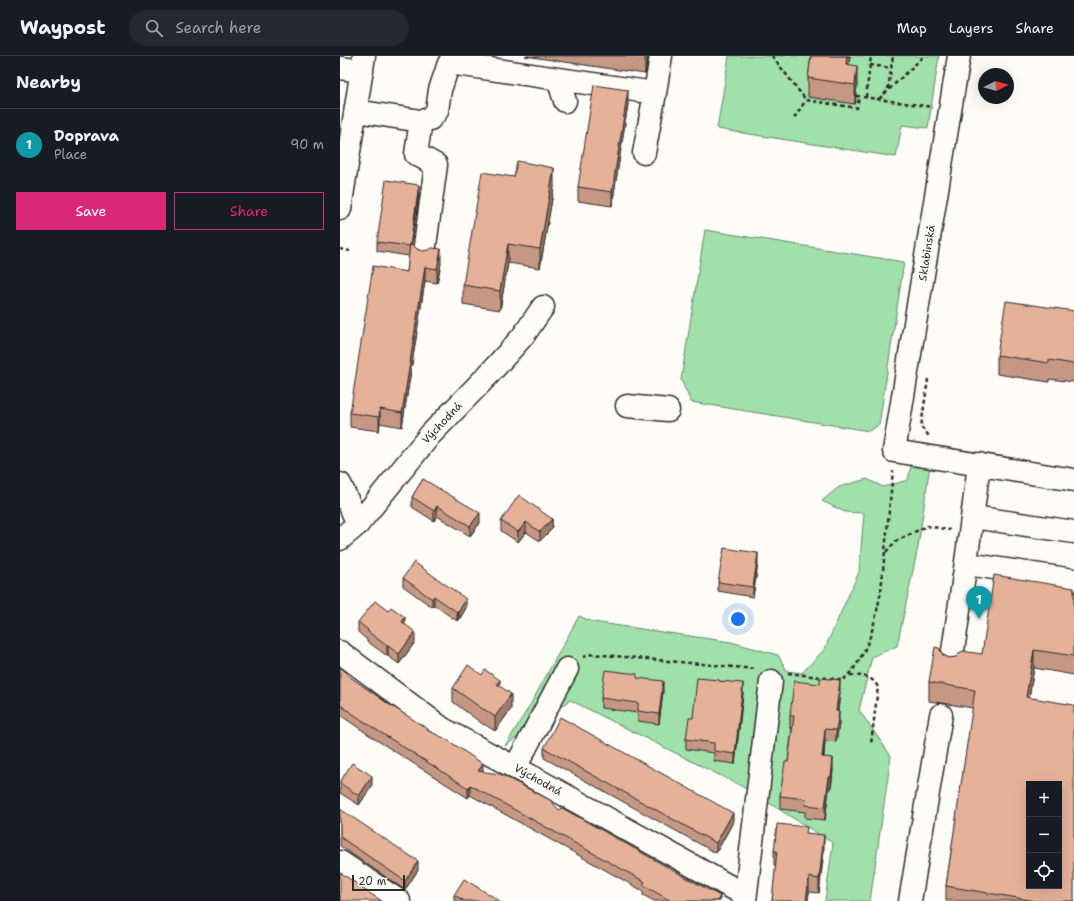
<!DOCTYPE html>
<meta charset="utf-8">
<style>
:root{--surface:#171b24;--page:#242831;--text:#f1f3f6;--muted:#9ea1a6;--line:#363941;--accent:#db2777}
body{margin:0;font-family:"Shantell Sans",sans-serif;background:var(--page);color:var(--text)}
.controls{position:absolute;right:12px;bottom:12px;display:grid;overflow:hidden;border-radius:0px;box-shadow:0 4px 16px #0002}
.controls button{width:36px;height:36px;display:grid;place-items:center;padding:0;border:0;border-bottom:1px solid var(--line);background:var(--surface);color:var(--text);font:20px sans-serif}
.compass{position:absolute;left:638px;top:12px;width:36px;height:36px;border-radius:50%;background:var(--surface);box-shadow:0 4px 16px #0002;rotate:84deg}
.scale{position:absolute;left:12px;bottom:10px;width:53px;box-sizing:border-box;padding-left:4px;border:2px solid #2b2b2b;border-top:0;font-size:11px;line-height:14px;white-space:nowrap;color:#2b2b2b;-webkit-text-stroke:3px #fdfcf7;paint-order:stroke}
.you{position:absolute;left:398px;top:563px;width:14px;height:14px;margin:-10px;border:3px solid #fff;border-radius:50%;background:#1a73e8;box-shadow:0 0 0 6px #1a73e833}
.badge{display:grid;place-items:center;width:26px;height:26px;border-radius:50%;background:var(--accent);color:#fff;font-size:13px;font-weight:700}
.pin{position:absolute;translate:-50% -33px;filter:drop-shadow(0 1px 2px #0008)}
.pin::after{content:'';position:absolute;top:21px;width:14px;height:12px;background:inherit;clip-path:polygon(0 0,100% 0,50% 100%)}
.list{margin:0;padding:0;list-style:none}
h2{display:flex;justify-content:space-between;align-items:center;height:52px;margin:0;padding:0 16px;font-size:17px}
h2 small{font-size:13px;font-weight:400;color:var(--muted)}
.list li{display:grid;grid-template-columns:26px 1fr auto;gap:12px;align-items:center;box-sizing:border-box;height:72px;padding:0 16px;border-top:1px solid var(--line)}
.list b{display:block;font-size:15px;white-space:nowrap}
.list p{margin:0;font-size:13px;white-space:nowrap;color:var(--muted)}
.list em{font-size:13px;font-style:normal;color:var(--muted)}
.actions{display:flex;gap:8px;padding:12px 16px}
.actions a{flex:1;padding:9px 0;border:1px solid var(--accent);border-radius:0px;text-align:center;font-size:14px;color:var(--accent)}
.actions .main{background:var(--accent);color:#fff}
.icon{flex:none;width:22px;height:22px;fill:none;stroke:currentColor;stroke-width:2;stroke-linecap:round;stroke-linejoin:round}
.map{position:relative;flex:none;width:734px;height:845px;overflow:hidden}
header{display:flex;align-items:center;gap:24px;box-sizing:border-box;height:56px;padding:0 20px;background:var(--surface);border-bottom:1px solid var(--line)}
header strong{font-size:19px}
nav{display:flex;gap:22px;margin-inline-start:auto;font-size:14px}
.search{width:280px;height:36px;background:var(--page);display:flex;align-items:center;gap:10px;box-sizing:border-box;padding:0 14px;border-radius:22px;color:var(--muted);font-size:15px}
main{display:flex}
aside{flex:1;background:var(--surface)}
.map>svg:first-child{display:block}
.green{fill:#a0e0aa;stroke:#66866a}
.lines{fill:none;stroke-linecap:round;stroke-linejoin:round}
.minor-casing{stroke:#2b2b2b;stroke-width:25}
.path{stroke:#2b2b2b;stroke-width:2.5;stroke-dasharray:4 3;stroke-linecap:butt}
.minor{stroke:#fdfcf7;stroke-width:22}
.wall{fill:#c69884;stroke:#2b2b2b}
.shaded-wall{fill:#a17c6b;stroke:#2b2b2b}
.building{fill:#e6b199;stroke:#2b2b2b;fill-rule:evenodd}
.labels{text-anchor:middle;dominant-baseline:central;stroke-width:3;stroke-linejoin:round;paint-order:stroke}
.street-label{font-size:11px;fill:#2b2b2b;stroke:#fdfcf7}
</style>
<header>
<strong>Waypost</strong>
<div class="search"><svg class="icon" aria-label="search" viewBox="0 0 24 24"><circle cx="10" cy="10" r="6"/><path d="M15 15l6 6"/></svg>Search here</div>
<nav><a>Map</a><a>Layers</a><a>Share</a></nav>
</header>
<main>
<aside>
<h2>Nearby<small></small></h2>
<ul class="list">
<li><span class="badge" style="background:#0f9aa8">1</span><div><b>Doprava</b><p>Place</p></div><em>90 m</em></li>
</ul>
<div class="actions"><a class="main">Save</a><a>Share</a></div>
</aside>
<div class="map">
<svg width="734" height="845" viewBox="0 0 734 845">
<rect width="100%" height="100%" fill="#fdfcf7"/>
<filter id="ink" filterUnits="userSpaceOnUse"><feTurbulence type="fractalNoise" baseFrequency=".025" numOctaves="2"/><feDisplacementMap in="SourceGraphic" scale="8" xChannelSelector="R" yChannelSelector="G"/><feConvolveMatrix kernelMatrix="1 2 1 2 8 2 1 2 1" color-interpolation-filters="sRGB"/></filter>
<g filter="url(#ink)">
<path class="green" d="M389,0H599L588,72L562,69L556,101L377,73Z
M365,174L564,206L539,369L529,375L351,346L341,324Z
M572,405L590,409L578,491L557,590L532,601L519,654L551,700L530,845H485L493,787L403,731L230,644L165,690L189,651L239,560L253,566L391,586L438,599L447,615L462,617L484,594L519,516L524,457L505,456L482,445L499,431L527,423L543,431L568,424Z"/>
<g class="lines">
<g class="minor-casing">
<path id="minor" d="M619,0L554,395L734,424
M0,12L22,15
M218,23L225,45
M16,55L81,65L90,63L97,55L100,34L109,7L315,37L321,0
M81,65L76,98L96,109L84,197
M304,97L315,37
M0,153L24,0
M287,350L328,354
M0,428L18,468
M633,461L734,476
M0,483L18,468L90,379L149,318L183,280L203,251
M627,508L734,524
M0,596L103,673L196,723L405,839
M611,608C621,541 631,475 639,408
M175,712L227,613
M0,806L59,845
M405,845L431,625
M570,845L601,659"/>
</g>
<path class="path" d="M432,0L466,44L517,52L519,40
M530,9L551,12
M548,33L553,0
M516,40L592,51
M526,41L531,0
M539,43L584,0
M454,62L466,44
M0,193L10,195
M588,323L581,371L589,380
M546,496L556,485L587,470L610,474
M243,601L252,598L416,613
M448,617L503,624C528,602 535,566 541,535L553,415
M510,619C523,620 531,619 538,631L531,688"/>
<use href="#minor" class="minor"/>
</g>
<path class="wall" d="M185,0H308L305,18Z
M471,0H510L508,9L517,29L515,48L468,41V22Z
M288,48L272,150L238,145V131Z
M174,121L214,131L200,212L168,207L160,254L123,248V229Z
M79,138L71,188L77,193L101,207L97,227L85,225L62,371L40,367L39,375L10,371V357L67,216L69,200L37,195V186Z
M734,255V326L709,323V326L657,318V299Z
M83,423L140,467L130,480L97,460L94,465L72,451V441Z
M212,463V473L200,485L186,476L178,486L161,475V465Z
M418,507L413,541L378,535V526Z
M63,522L126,552L119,564L118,563L117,565L94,549L92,551L63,530Z
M734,532V619L694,612L689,642L734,845H606V830L633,652L589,645V626L600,594L603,599L609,602L642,598Z
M18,566L65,568L75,586L59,608L48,600H47L27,585V584L18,576Z
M0,611L7,619L50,649L88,674L143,716L219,754L380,845H314L303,839V835L130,739L128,742L35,683L0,659Z
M297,622L323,635L319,668L298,665V657L261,652V642Z
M379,625L403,637L395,708L374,705V697L346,693V683L353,662Z
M160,630L171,653L155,675L144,668V669L113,646V632Z
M500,637L498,655L499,668L496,686L485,685L484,701L493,714L491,733H489L485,764L465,762V756L440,753V740L448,706L452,672H450V660Z
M204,692L393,766L376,797L204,702Z
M0,726L32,730L19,749L0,737Z
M0,753L78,814L65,834L0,790Z
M467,777L484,794L479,837L469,836L468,845H432L436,810L434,809V795Z
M114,839L160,845H114Z"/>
<path class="shaded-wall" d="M305,0H308L305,18Z
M507,0H510L506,27V8Z
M517,10V29L515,48V29Z
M288,34V48L272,150V136Z
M214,112V131L200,212V193Z
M79,129V138L70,200V190Z
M168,188V207L160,254V235Z
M101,193V207L97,227V213Z
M85,211V225L62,371V357Z
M40,353V367L39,375V361Z
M97,450V460L94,465V455Z
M140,457V467L130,480V470Z
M212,463V473L200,485V476Z
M186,466V476L178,486V476Z
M418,497V507L413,541V531Z
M94,540V549L92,551V543Z
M126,543V552L119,564V555Z
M118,554V563L117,565V556Z
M65,561V571L62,566Z
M75,576V586L59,608V598Z
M47,590H48V600H47Z
M694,594V612L686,660V641Z
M160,624V639L157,628Z
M500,624V637L496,668V655Z
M323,625V635L319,668V658Z
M403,627V637L395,708V698Z
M171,638V653L155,675V661Z
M499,656V668L496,686V674Z
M485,673V685L482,713V701Z
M493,702V714L491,733V721Z
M143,708V718L138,715Z
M32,720V730L19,749V740Z
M489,721V733L485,764V751Z
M130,729V739L128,742V732Z
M393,757V766L376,797V787Z
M484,779V794L479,837V823Z
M78,805V814L65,834V825Z
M469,821V836L468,845H466Z
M380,840V845H377Z"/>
<path class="building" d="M471,0H507L506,8L517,10L515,29L468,22Z
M254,29L288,34L272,136L238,131Z
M177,105L214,112L200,193L168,188L160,235L123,229L142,116L174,121Z
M46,124L79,129L70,190L37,186Z
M70,188L73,189L77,193L82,195L88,194L92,192L101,193L97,213L85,211L62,357L40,353L39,361L10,357L33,210L67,216Z
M666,245L734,255V308L709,304V307L657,299Z
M83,423L140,457L130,470L97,450L94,455L72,441Z
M179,439L212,463L200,476L186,466L178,476L161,465Z
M384,492L418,497L413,531L378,526Z
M74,506L126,543L119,555L118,554L117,556L94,540L92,543L63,522Z
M654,519L734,532V600L694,594L686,641L734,649V845H696L606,830L635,634L589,626L595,591L599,592L600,594L603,599L609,602L616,601L622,595L642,598ZM689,728H719V830H689Z
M35,545L48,555L51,551L65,561L62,566L75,576L59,598L48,590H47L27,575L28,574L18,566Z
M128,609L142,619L145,614L160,624L157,628L171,638L155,661L144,653V654L113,632Z
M0,611L7,617L6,618L50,649L88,673L87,674L106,683L143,708L138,715L160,718L210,744L219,754L222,752L347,822L380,840L377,845H331L303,829L305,826L130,729L128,732L35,673L0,649Z
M265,614L297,618V622L323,625L319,658L298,655V647L261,642Z
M357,622L379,624V625L403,627L395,698L374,695V687L346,683L349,662H353Z
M480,622L500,624L496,655L499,656L496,674L485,673L482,701L493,702L491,721H489L485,751L465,749L466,743L440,740L445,706H448L454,660H450L454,625L480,628Z
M220,661L393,757L376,787L204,692Z
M12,707L32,720L19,740L0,727V726Z
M0,753L78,805L65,825L0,781Z
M437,768L467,771L466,777L484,779L479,823L469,821L466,845H432L437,795H434Z
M0,817H1L23,832V833L42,845H0Z
M124,823L160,845H123V844L114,839Z"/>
</g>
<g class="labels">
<g class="street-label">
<text transform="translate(587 197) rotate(-81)">Sklabinská</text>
<text transform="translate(102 367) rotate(-47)">Východná</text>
<text transform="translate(198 724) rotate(29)">Východná</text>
</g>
</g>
</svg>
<div class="controls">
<button>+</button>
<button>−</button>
<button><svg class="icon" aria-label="locate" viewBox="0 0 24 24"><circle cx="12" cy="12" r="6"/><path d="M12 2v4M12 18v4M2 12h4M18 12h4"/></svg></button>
</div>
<svg class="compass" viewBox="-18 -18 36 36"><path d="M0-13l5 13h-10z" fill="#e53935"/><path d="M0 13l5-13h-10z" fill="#9ea1a6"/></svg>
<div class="scale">20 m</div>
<div class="you"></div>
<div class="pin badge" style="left:639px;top:563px;background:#0f9aa8">1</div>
</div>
</main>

============================================================

### Task to complete
A single figure is required: the number of lines in the entries above that include the word "filter".

### Response box
3